▶ [Stored data]
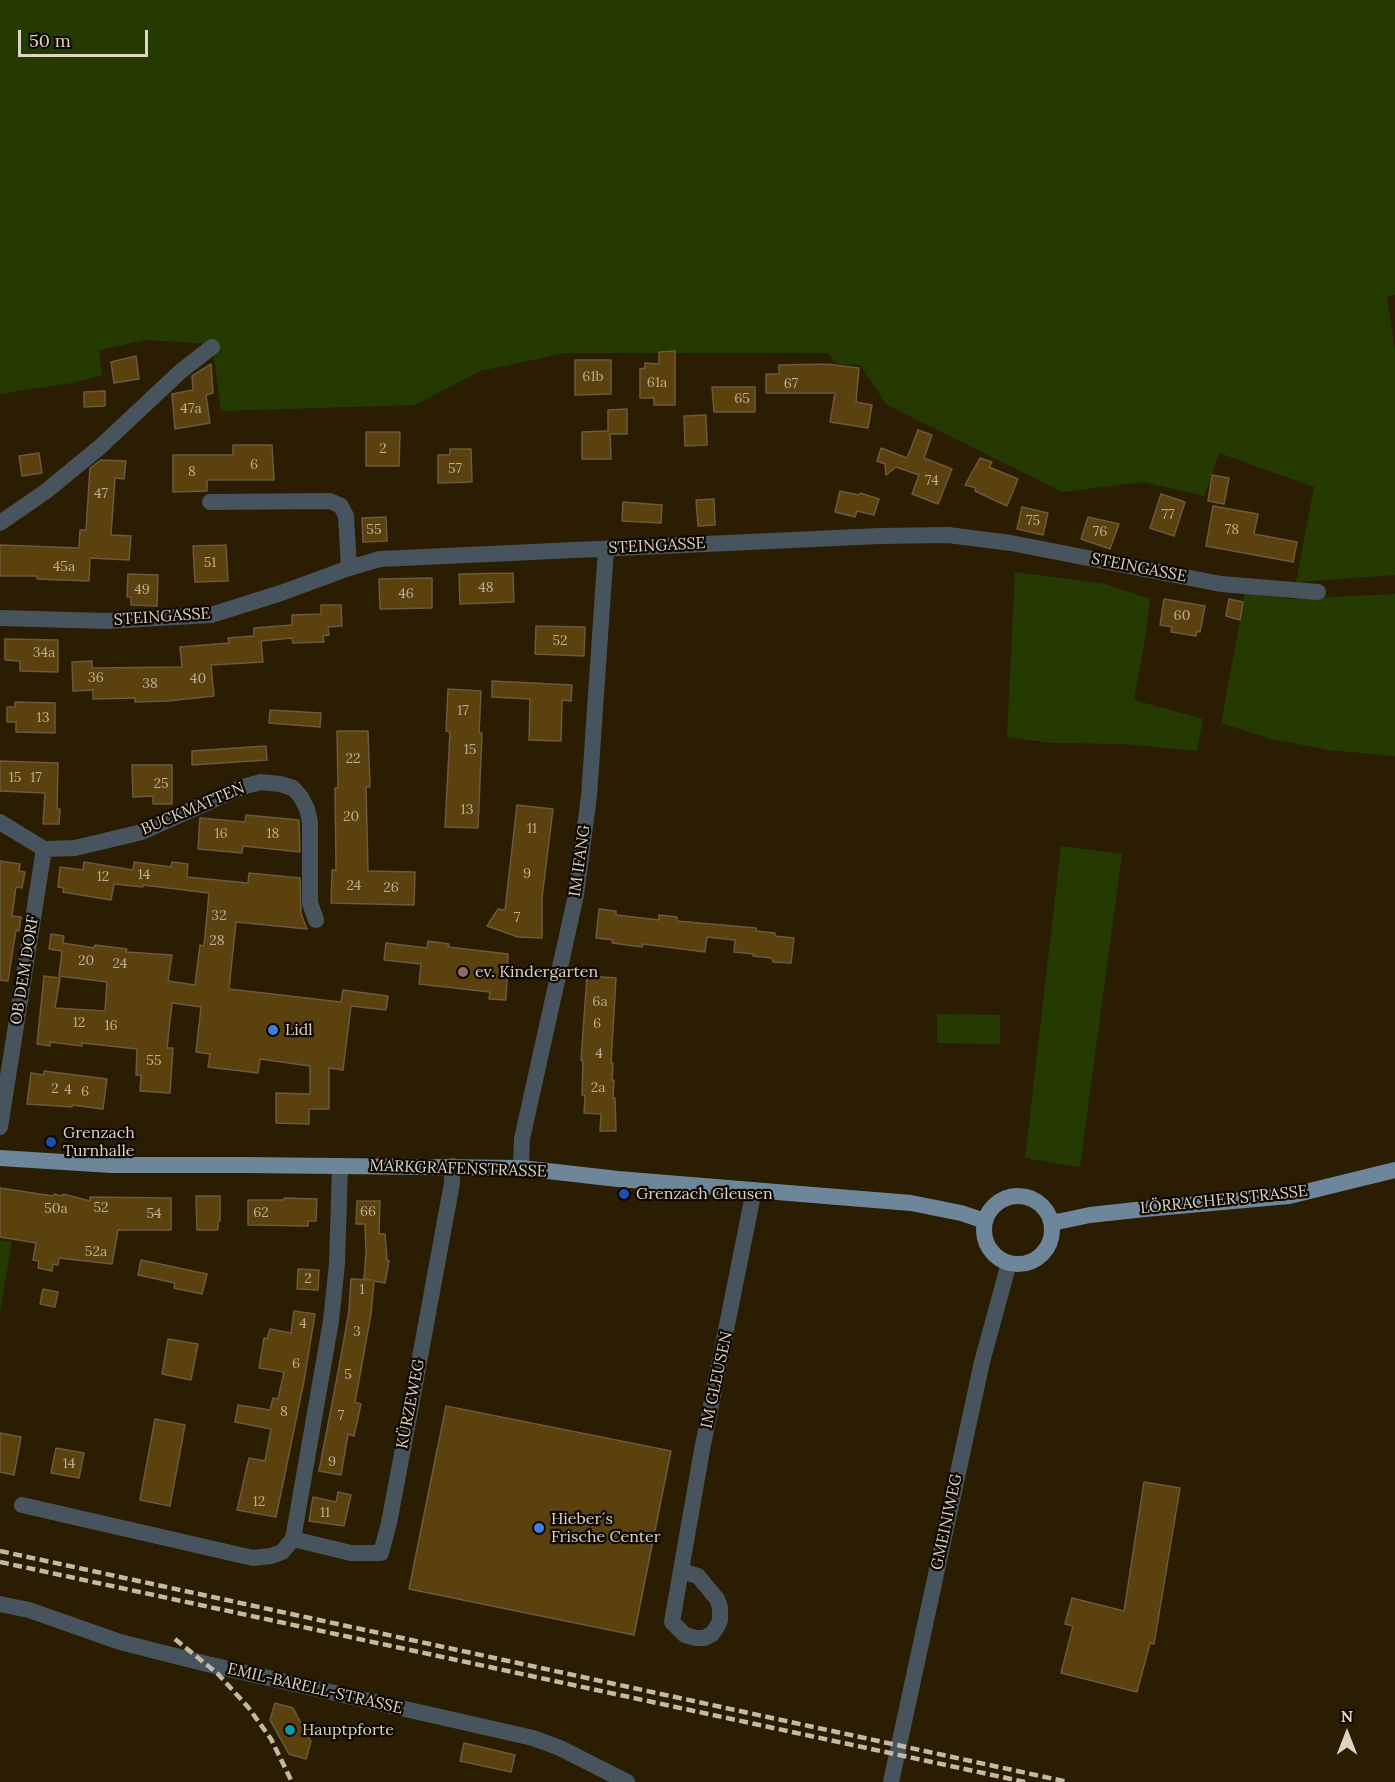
<!DOCTYPE html>
<meta charset="utf-8">
<style>
body{margin:0}
#map{position:relative;width:1395px;height:1782px;overflow:hidden;background:#2b1d01;font-family:Lora,serif}
canvas{display:block}
.north{position:absolute;left:1317px;top:1704px;width:60px;height:60px;-webkit-text-stroke:4px #0f0801;paint-order:stroke;rotate:0deg;font-size:16px;font-weight:700;line-height:24px;text-align:center;color:#ddd4c3}
.north::after{content:'';display:block;margin:auto;width:21px;height:27px;background:#ddd4c3;clip-path:polygon(50% 0,100% 100%,50% 72%,0 100%)}
.scale{position:absolute;left:18px;top:30px;width:130px;height:27px;box-sizing:border-box;border:3px solid #ddd4c3;border-top:0;padding-left:8px;font-size:18px;line-height:21px;white-space:nowrap;color:#ddd4c3;-webkit-text-stroke:4px #0f0801;paint-order:stroke}
</style>
<div id="map">
<canvas width="1395" height="1782"></canvas>
<div class="north">N</div>
<div class="scale">50 m</div>
</div>
<script>
const ctx = document.querySelector('canvas').getContext('2d');
ctx.lineJoin = 'round';
function paint(path, color) { ctx.fillStyle = color; ctx.fill(path, 'evenodd'); }
const poly = rows => new Path2D(rows.map(r => 'M' + r).join(''));
function trace(path, color, width, dash) { ctx.strokeStyle = color; ctx.lineWidth = width; ctx.lineCap = dash ? 'butt' : 'round'; ctx.setLineDash(dash || []); ctx.stroke(path); }
function label(font, color, halo, rows, align = 'center') {
  ctx.font = font + ' Lora,serif'; ctx.lineWidth = 4.5; ctx.setLineDash([]); ctx.textBaseline = 'middle'; ctx.strokeStyle = halo; ctx.fillStyle = color; for (const [text, x, y, turn = 0] of rows) {
    ctx.save(); ctx.translate(x, y); ctx.rotate((+turn || 0) * Math.PI / 180); ctx.textAlign = isNaN(turn) ? turn : align; if (halo) ctx.strokeText(text, 0, 0); ctx.fillText(text, 0, 0); ctx.restore();
  }
}
paint(poly([
 [0,0,1395,0,1395,295,1387,296,1395,350,1395,575,1296,582,1314,487,1219,453,1204,496,1143,482,1062,492,887,405,860,365,837,364,828,353,565,353,480,371,415,405,221,411,212,344,145,340,99,350,102,375,72,383,0,394],
 [1015,572,1105,584,1150,599,1146,633,1134,700,1203,719,1197,751,1125,744,1052,743,1007,737],
 [1245,593,1292,599,1395,594,1395,756,1329,750,1271,739,1221,723],
 [1061,846,1122,854,1080,1167,1025,1158],
 [937,1014,1000,1015,1000,1044,937,1043],
 [0,1240,12,1242,0,1312]
]), '#243a00');
const building = poly([
 [675,351,675,405,654,405,654,398,640,398,640,369,645,368,645,363,659,364,659,352,675,351],
 [136,356,139,379,114,383,111,362,136,356],
 [575,360,611,360,611,394,575,395,575,360],
 [211,364,213,393,206,395,210,423,175,429,172,394,193,390,192,376,211,364],
 [827,364,859,368,856,402,872,405,868,428,830,422,835,393,766,393,766,374,779,374,779,365,827,364],
 [712,387,755,387,755,412,714,412,712,387],
 [105,391,105,406,84,407,84,392,105,391],
 [627,409,627,434,610,434,611,459,582,459,582,432,608,431,608,410,627,409],
 [706,415,707,445,685,446,684,416,706,415],
 [918,430,932,435,924,458,952,469,938,504,912,494,919,475,896,467,886,475,885,464,877,461,881,448,907,458,918,430],
 [366,432,400,432,399,466,366,466,366,432],
 [233,445,272,445,274,480,207,480,207,491,173,492,173,455,233,455,233,445],
 [450,449,471,449,472,482,438,483,438,455,450,455,450,449],
 [39,453,42,473,22,476,19,456,39,453],
 [980,458,992,462,989,467,1018,479,1007,506,975,491,976,488,965,485,980,458],
 [101,460,126,461,124,479,115,478,111,535,131,536,129,560,90,558,89,581,37,579,37,576,0,576,0,545,79,548,80,530,86,530,90,468,101,460],
 [1212,475,1229,478,1224,504,1208,501,1212,475],
 [840,491,859,495,860,493,879,499,874,515,857,511,855,517,835,512,840,491],
 [1161,494,1185,502,1174,536,1150,528,1161,494],
 [714,499,715,525,698,526,696,500,714,499],
 [623,502,662,505,661,523,622,521,623,502],
 [1213,506,1258,514,1254,534,1297,542,1293,562,1206,546,1213,506],
 [1022,507,1048,513,1043,535,1017,529,1022,507],
 [386,517,387,541,363,542,362,518,386,517],
 [1088,517,1119,524,1110,549,1081,539,1088,517],
 [226,545,228,581,195,582,193,546,226,545],
 [513,573,514,602,460,604,459,574,513,573],
 [128,574,158,575,157,606,131,605,131,597,127,597,128,574],
 [432,578,432,608,380,609,379,579,432,578],
 [1164,599,1205,606,1200,632,1197,631,1196,636,1171,632,1172,627,1160,625,1164,599],
 [1229,599,1243,602,1240,620,1226,616,1229,599],
 [321,605,341,605,342,626,328,627,329,635,323,636,324,642,293,643,292,638,261,641,263,662,211,665,214,696,167,701,135,702,135,698,93,699,93,690,73,691,72,662,92,661,92,668,182,667,180,647,229,643,228,638,254,636,254,628,292,625,292,615,321,614,321,605],
 [536,626,585,627,584,656,535,654,536,626],
 [5,639,58,640,58,672,20,671,20,661,5,660,5,639],
 [492,681,572,685,571,701,562,700,561,741,529,740,530,699,492,697,492,681],
 [448,689,481,691,479,733,482,733,478,828,445,827,450,732,446,731,448,689],
 [15,702,55,703,55,733,16,732,16,722,7,722,7,707,15,707,15,702],
 [270,710,321,713,320,727,269,723,270,710],
 [337,731,368,731,370,787,366,787,368,871,415,872,414,905,331,903,332,870,336,870,335,788,338,788,337,731],
 [266,746,267,760,192,765,192,751,266,746],
 [0,761,58,763,57,809,60,809,59,824,43,824,45,793,0,791,0,761],
 [132,765,172,765,172,804,153,804,153,796,133,797,132,765],
 [517,805,553,809,542,898,542,938,518,937,487,926,498,909,505,910,517,805],
 [246,815,299,820,300,852,243,846,242,853,198,849,200,818,245,822,246,815],
 [0,861,20,864,19,871,25,872,22,888,16,887,12,916,21,917,19,931,16,930,8,981,0,980,0,861],
 [84,862,133,870,134,862,171,867,172,862,188,864,187,877,248,883,249,873,300,878,301,914,307,929,236,922,229,989,341,1002,343,990,388,996,386,1010,351,1006,343,1070,329,1068,329,1109,309,1109,309,1124,276,1123,276,1093,310,1094,310,1066,260,1059,258,1073,208,1067,210,1054,196,1052,201,1007,172,1003,167,1048,173,1048,170,1093,140,1091,141,1075,136,1075,137,1049,82,1043,82,1046,50,1042,50,1046,37,1044,44,976,60,978,55,1008,105,1011,107,982,59,976,62,951,49,949,51,934,64,936,63,943,94,948,95,945,127,949,126,952,172,955,168,981,195,985,200,945,204,946,209,893,143,885,143,887,114,884,111,900,63,892,64,888,58,887,60,867,83,870,84,862],
 [599,909,616,911,616,915,659,920,659,915,677,917,677,921,756,928,756,931,775,933,775,936,794,938,791,963,773,962,772,958,753,956,754,954,734,952,735,940,707,937,705,952,643,944,642,947,612,943,613,940,596,938,599,909],
 [428,941,449,944,448,947,508,954,506,1000,489,999,490,992,419,984,421,964,384,960,386,943,427,948,428,941],
 [587,976,616,978,611,1063,613,1063,612,1081,614,1080,613,1098,615,1098,616,1131,600,1131,601,1114,584,1113,585,1095,582,1095,583,1061,581,1060,587,976],
 [44,1071,107,1079,103,1109,72,1105,72,1107,27,1104,31,1073,44,1075,44,1071],
 [0,1188,53,1196,54,1194,62,1196,63,1194,90,1201,90,1197,171,1198,171,1230,118,1230,112,1264,59,1258,58,1265,53,1264,52,1271,38,1268,39,1261,33,1260,36,1243,0,1237,0,1188],
 [196,1196,220,1196,220,1221,218,1221,218,1230,197,1230,196,1196],
 [284,1198,317,1199,316,1221,308,1221,308,1226,248,1225,248,1200,284,1200,284,1198],
 [357,1201,380,1201,379,1234,385,1234,387,1260,389,1261,385,1283,374,1281,371,1314,355,1402,361,1404,354,1436,348,1434,341,1475,319,1471,340,1362,349,1311,351,1279,372,1280,364,1279,366,1253,365,1224,356,1224,357,1201],
 [141,1260,207,1274,202,1294,174,1288,175,1283,138,1275,141,1260],
 [298,1269,319,1270,318,1290,297,1289,298,1269],
 [43,1289,58,1292,55,1307,40,1304,43,1289],
 [294,1311,315,1314,304,1381,276,1517,237,1510,249,1458,265,1461,271,1429,235,1422,238,1405,270,1410,273,1398,278,1399,284,1372,259,1368,264,1338,267,1339,270,1329,291,1333,294,1311],
 [168,1339,198,1344,191,1380,162,1374,168,1339],
 [446,1406,671,1451,634,1635,409,1589,446,1406],
 [155,1419,185,1425,170,1506,140,1500,155,1419],
 [0,1433,21,1437,14,1475,0,1472,0,1433],
 [56,1448,84,1453,79,1478,51,1473,56,1448],
 [1144,1482,1180,1488,1154,1644,1150,1643,1137,1692,1061,1673,1073,1626,1065,1624,1072,1598,1124,1611,1144,1482],
 [338,1492,351,1495,344,1526,309,1521,313,1497,336,1502,338,1492],
 [275,1703,293,1708,311,1741,306,1759,289,1754,270,1720,275,1703],
 [464,1743,515,1755,511,1772,460,1761,464,1743]
]);
paint(building, '#5a410d');
trace(building, '#6b5a3d', 1.5);
trace(poly([
 [210,502,330,501,341,506,346,516,349,568],
 [0,523,45,492,100,447,181,371,212,347],
 [0,618,107,621,211,615,281,593,349,568,380,559,880,536,948,535,1011,543,1221,584,1318,592],
 [0,822,44,849,75,848,142,832,242,787,261,782,280,784,293,788,301,797,307,809,310,822,310,903,316,920],
 [0,1127,44,849],
 [521,1168,522,1139,576,895,589,796,606,549],
 [22,1505,253,1558,271,1556,282,1552,293,1539,331,1321,337,1264,340,1166],
 [293,1539,351,1553,381,1553,389,1523,411,1406,452,1183,452,1166],
 [681,1571,698,1576,717,1599,720,1607,720,1620,717,1627,712,1634,704,1638,696,1638,685,1635,672,1622,702,1450,754,1190],
 [0,1604,29,1610,120,1642,207,1664,533,1738,560,1748,627,1782]
]), '#47535d', 16);
trace(poly([
 [891,1782,982,1362,1009,1263]
]), '#47535d', 16);
trace(poly([
 [0,1158,111,1165,242,1165,521,1168,618,1179,911,1203,961,1213,985,1221],
 '984 1230a34 34 0 1 1 68 0a34 34 0 1 1-68 0Z',
 [1052,1223,1090,1215,1145,1209,1289,1196,1395,1170]
]), '#6d869a', 16);
trace(poly([
 [0,1551,1068,1782],
 [0,1562,1025,1782],
 [175,1639,218,1674,248,1707,271,1739,292,1782]
]), '#c3b9a6', 4.5, [9, 4.5]);
for (const [x, y, r, color] of [
 [463,972,6,"#8d6e63"],
 [273,1030,6,"#3f7fe0"],
 [51,1142,6,"#1a4fb4"],
 [624,1194,6,"#1a4fb4"],
 [539,1528,6,"#3f7fe0"],
 [290,1730,6,"#0f9aa8"]
]) { const dot = new Path2D(); dot.arc(x, y, r, 0, 2 * Math.PI); ctx.fillStyle = color; ctx.fill(dot); trace(dot, '#0f0801', 2); }
label('14px', '#bcaf96', null, [
 ["61b",593,377],
 ["61a",657,383],
 ["67",791,384],
 ["65",742,399],
 ["47a",191,409],
 ["2",383,449],
 ["6",254,465],
 ["57",455,469],
 ["8",192,472],
 ["74",932,481],
 ["47",101,494],
 ["77",1168,515],
 ["75",1033,521],
 ["55",374,530],
 ["78",1232,530],
 ["76",1100,532],
 ["51",210,563],
 ["45a",64,567],
 ["48",486,588],
 ["49",142,590],
 ["46",406,594],
 ["60",1182,616],
 ["52",560,641],
 ["34a",44,653],
 ["36",96,678],
 ["40",198,679],
 ["38",150,684],
 ["17",463,711],
 ["13",43,718],
 ["15",470,750],
 ["22",353,759],
 ["15",15,778],
 ["17",36,778],
 ["25",161,784],
 ["13",467,810],
 ["20",351,817],
 ["11",532,829],
 ["16",221,834],
 ["18",273,834],
 ["9",527,874],
 ["14",144,875],
 ["12",103,877],
 ["24",354,886],
 ["26",391,888],
 ["32",219,916],
 ["7",517,918],
 ["28",217,941],
 ["20",86,961],
 ["24",120,964],
 ["6a",600,1002],
 ["12",79,1023],
 ["6",597,1024],
 ["16",111,1026],
 ["4",599,1054],
 ["55",154,1061],
 ["2a",598,1088],
 ["2",55,1089],
 ["4",68,1090],
 ["6",85,1092],
 ["52",101,1208],
 ["50a",56,1209],
 ["66",368,1212],
 ["62",261,1213],
 ["54",154,1214],
 ["52a",96,1252],
 ["2",308,1279],
 ["1",362,1290],
 ["4",303,1324],
 ["3",357,1332],
 ["6",296,1364],
 ["5",348,1375],
 ["8",284,1412],
 ["7",341,1416],
 ["9",332,1462],
 ["14",69,1464],
 ["12",259,1502],
 ["11",325,1513]
]);
label('16px', '#ddd4c3', '#0f0801', [
 ["STEINGASSE",657,546,-3],
 ["STEINGASSE",1139,568,11],
 ["STEINGASSE",162,617,-4],
 ["BUCKMATTEN",193,809,-23],
 ["IM IFANG",580,861,-82],
 ["OB DEM DORF",25,970,-81],
 ["MARKGRAFENSTRASSE",458,1169,2],
 ["LÖRRACHER STRASSE",1224,1200,-6],
 ["IM GLEUSEN",717,1380,-78],
 ["KÜRZEWEG",411,1404,-79],
 ["GMEINIWEG",947,1522,-78],
 ["EMIL-BARELL-STRASSE",315,1689,13]
]);
label('16px', '#ddd4c3', '#0f0801', [
 ["ev. Kindergarten",475,972],
 ["Lidl",285,1030],
 ["Grenzach",63,1133],
 ["Turnhalle",63,1151],
 ["Grenzach Gleusen",636,1194],
 ["Hieber´s",551,1519],
 ["Frische Center",551,1537],
 ["Hauptpforte",302,1730]
], 'left');
</script>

▶ [Task goal] Out of the records above, pull the lines that include the word "strokeStyle".

▶ [Written solution]
function trace(path, color, width, dash) { ctx.strokeStyle = color; ctx.lineWidth = width; ctx.lineCap = dash ? 'butt' : 'round'; ctx.setLineDash(dash || []); ctx.stroke(path); }
  ctx.font = font + ' Lora,serif'; ctx.lineWidth = 4.5; ctx.setLineDash([]); ctx.textBaseline = 'middle'; ctx.strokeStyle = halo; ctx.fillStyle = color; for (const [text, x, y, turn = 0] of rows) {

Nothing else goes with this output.